SUS, 32 anos: esta terra tem dono - Por Paulo Capel Narval


Ao completar 32 anos em 17 de maio(1), o Sistema Único de Saúde (SUS) é uma das poucas instituições brasileiras, além dos símbolos pátrios e da moeda nacional, presente nos 5.570 municípios e no Distrito Federal. Também estão nesses territórios o Flamengo (e provavelmente o Corinthians), por seus quase 70 milhões de aficionados, e algumas denominações religiosas. Mas é o SUS que marca a presença institucional do Estado federativo brasileiro.
A Constituição da República, promulgada em 1988, dedica o artigo 196 ao direito de todos à saúde e afirma ser “dever do Estado” assegurar o seu exercício. O Brasil é um dos poucos países que reconhecem, constitucionalmente, esse direito. Vale a pena, a propósito, rever a íntegra do art. 196, expresso nos seguintes termos “A saúde é direito de todos e dever do Estado, garantido mediante políticas sociais e econômicas que visem à redução do risco de doença e de outros agravos e ao acesso universal e igualitário às ações e serviços para sua promoção, proteção e recuperação.

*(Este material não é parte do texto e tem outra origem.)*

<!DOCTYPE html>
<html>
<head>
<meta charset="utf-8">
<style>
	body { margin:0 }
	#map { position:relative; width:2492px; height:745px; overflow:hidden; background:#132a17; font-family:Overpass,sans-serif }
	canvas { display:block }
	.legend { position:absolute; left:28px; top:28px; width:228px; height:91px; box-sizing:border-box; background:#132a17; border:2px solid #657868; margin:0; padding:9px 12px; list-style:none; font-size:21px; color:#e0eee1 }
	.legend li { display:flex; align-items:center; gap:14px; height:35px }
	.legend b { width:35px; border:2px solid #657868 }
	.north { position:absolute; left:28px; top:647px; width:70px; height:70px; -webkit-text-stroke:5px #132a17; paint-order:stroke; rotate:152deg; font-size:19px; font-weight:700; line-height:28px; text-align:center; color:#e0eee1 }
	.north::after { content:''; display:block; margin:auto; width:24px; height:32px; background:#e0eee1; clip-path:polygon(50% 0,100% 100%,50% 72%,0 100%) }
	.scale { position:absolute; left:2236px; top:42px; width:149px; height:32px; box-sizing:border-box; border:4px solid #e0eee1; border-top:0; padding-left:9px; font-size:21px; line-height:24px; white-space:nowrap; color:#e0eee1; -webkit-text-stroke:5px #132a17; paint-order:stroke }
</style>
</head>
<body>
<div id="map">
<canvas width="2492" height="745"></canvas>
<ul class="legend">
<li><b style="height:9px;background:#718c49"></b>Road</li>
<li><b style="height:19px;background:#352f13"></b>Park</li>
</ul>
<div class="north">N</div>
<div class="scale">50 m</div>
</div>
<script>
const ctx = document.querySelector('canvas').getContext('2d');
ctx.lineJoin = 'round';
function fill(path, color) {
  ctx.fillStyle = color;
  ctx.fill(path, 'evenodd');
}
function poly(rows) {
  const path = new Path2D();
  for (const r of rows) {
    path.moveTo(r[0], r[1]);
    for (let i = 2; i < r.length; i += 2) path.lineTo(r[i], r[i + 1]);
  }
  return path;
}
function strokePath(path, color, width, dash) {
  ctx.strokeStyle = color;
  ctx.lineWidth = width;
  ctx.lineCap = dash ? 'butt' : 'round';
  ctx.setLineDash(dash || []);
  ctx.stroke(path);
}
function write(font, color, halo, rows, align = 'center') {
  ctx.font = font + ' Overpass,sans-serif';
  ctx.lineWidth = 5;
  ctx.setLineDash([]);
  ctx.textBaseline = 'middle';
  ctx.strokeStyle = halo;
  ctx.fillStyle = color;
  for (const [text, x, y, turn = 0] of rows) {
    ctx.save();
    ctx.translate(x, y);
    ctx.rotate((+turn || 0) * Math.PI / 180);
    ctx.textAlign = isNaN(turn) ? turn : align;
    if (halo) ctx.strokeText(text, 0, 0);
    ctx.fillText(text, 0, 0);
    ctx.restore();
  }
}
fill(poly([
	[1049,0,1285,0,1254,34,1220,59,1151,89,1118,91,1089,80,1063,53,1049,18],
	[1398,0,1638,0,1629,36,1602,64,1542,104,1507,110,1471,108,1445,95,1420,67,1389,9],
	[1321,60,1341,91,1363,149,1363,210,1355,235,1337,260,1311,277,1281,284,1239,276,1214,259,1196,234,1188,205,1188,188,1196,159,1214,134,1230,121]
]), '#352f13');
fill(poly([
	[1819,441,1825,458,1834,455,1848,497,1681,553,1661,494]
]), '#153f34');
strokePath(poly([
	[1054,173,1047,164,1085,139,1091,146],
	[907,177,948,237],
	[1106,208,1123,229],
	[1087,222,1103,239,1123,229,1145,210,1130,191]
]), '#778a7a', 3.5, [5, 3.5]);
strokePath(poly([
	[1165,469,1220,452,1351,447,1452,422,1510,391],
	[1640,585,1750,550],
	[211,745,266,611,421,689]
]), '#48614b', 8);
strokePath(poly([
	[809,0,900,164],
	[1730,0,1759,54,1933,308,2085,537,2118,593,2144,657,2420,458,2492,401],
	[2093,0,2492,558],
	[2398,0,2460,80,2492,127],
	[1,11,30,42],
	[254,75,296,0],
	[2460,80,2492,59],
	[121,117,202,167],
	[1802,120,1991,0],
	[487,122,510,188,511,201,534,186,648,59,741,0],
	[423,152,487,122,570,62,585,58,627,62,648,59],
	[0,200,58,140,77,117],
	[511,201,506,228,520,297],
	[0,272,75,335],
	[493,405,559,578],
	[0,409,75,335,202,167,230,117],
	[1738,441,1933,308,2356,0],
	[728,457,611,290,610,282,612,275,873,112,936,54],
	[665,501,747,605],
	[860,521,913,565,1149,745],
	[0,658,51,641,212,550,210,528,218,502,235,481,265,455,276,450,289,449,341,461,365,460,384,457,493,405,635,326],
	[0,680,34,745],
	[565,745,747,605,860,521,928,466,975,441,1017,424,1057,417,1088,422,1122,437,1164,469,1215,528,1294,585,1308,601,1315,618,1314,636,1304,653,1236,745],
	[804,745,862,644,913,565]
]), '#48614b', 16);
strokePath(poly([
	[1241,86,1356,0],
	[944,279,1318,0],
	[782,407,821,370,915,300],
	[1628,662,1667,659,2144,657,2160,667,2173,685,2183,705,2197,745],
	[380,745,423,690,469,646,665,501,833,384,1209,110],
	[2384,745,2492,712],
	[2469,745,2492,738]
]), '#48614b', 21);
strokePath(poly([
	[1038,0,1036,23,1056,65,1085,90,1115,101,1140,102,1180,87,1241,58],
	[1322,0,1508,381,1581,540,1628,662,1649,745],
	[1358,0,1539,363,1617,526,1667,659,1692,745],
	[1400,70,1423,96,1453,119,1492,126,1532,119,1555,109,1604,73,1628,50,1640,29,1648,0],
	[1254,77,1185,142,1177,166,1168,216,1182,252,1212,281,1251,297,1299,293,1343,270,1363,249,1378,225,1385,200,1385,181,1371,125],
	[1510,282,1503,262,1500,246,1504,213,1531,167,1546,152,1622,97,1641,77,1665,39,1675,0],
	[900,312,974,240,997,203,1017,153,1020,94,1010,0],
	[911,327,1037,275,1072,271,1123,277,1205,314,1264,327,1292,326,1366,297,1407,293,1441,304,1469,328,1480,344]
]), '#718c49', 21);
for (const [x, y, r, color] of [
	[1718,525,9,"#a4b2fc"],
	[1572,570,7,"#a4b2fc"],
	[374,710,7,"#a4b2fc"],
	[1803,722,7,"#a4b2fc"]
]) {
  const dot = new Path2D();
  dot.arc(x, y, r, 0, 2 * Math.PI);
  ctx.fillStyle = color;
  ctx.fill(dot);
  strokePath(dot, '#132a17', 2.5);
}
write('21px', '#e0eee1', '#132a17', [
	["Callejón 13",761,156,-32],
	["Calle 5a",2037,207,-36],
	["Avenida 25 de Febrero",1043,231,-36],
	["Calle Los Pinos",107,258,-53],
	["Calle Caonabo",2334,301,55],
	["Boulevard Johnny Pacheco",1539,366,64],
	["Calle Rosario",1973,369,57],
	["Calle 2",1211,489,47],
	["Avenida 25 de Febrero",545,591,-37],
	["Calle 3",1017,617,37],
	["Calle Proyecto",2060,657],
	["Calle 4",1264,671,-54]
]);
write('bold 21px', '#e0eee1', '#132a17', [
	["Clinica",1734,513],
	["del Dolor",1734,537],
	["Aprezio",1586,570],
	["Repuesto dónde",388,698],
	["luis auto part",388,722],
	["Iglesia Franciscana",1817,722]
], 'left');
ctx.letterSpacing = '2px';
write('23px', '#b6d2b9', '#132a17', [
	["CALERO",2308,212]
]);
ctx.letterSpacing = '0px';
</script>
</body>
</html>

Poucos se dão conta do quão avançado é este artigo, ao vincular as “políticas sociais e econômicas”, que devem ser orientadas para a “redução do risco de doença e de outros agravos”, à ideia de saúde. Assim, além de assegurar o direito de todos ao “acesso universal e igualitário às ações e serviços” de saúde, a Constituição de 1988 reconhece e valoriza positivamente o papel do conjunto das políticas públicas na “promoção, proteção e recuperação” da saúde. Para todos, sem exceção.

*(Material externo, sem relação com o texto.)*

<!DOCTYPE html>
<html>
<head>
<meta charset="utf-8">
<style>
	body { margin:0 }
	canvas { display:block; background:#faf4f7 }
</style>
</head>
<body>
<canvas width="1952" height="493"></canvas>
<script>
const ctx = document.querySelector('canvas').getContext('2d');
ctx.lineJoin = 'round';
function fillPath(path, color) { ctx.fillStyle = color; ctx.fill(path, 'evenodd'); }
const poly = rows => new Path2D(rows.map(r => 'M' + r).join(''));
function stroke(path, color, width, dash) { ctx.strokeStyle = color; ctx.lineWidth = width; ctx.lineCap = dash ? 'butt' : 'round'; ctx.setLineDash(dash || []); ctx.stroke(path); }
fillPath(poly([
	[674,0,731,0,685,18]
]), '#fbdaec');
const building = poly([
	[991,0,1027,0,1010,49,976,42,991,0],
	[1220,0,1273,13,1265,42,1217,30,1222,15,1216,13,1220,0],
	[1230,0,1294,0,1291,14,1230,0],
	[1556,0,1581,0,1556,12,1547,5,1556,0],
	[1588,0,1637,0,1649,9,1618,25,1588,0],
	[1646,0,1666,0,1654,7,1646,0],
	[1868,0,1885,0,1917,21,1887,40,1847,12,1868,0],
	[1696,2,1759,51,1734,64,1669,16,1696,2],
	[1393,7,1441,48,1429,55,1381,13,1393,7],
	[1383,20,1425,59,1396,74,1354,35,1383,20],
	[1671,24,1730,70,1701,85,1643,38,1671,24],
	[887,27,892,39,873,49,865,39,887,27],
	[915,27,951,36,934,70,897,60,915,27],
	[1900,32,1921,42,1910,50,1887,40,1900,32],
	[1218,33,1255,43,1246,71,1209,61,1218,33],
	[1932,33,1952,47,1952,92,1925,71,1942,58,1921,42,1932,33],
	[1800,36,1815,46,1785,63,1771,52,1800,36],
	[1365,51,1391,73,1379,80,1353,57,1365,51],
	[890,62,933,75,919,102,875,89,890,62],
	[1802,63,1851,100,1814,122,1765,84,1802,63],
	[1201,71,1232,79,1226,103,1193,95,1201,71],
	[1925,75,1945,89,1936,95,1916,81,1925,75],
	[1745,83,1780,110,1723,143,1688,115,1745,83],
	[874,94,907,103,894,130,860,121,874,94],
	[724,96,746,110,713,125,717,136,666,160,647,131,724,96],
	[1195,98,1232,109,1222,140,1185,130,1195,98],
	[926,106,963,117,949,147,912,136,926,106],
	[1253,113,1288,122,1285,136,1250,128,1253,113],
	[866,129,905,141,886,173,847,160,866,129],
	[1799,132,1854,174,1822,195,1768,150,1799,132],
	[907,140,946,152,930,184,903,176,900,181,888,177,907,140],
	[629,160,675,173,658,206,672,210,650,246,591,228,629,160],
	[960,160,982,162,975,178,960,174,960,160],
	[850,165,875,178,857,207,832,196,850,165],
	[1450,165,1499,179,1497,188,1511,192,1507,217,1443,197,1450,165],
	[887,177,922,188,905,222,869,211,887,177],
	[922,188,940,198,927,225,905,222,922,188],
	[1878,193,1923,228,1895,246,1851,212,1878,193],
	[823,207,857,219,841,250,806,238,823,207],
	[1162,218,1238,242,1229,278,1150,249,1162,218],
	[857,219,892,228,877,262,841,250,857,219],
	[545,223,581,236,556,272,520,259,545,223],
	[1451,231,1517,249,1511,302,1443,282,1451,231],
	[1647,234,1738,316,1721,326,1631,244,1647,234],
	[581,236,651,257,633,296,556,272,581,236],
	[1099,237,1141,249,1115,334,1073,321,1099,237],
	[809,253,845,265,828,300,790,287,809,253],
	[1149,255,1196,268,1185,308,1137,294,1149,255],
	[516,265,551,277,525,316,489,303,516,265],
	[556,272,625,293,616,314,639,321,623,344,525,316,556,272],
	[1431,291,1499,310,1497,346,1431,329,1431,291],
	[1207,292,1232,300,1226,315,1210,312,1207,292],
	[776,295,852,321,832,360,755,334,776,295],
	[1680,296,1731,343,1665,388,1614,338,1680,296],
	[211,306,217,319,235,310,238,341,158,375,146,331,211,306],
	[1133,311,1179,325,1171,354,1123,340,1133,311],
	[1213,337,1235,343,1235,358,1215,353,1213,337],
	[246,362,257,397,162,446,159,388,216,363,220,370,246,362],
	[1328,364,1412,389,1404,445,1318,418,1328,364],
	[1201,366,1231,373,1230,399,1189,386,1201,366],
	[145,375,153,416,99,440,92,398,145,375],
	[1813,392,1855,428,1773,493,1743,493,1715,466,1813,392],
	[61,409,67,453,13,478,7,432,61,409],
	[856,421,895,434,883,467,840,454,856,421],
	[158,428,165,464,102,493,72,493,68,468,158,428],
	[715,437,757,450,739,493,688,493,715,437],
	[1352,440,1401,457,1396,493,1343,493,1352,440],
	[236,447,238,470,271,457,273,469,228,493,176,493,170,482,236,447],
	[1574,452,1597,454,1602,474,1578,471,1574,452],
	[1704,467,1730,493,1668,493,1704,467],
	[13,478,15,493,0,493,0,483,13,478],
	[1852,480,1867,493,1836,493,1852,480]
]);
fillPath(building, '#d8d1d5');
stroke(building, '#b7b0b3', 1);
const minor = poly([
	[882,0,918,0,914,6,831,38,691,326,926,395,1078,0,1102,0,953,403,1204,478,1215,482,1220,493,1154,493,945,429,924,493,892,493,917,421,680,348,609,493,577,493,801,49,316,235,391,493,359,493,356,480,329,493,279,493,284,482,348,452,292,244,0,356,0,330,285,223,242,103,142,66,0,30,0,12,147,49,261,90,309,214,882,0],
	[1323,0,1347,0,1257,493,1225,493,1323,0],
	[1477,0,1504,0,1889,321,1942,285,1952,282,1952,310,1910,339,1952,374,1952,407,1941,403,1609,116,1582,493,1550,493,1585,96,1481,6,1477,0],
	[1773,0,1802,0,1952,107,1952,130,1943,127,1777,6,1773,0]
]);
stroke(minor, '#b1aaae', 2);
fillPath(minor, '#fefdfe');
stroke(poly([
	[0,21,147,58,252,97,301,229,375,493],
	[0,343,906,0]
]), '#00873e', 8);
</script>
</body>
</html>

O art. 197 afirma a “relevância pública” das ações e serviços de saúde, motivo pelo qual cabe “ao poder público dispor, nos termos da lei, sobre sua regulamentação, fiscalização e controle”. As leis federais 8080 e 8142, ambas de 1990, regulamentam o SUS, cujos princípios e diretrizes são objeto dos artigos 198 a 200 da Carta Magna de 1988.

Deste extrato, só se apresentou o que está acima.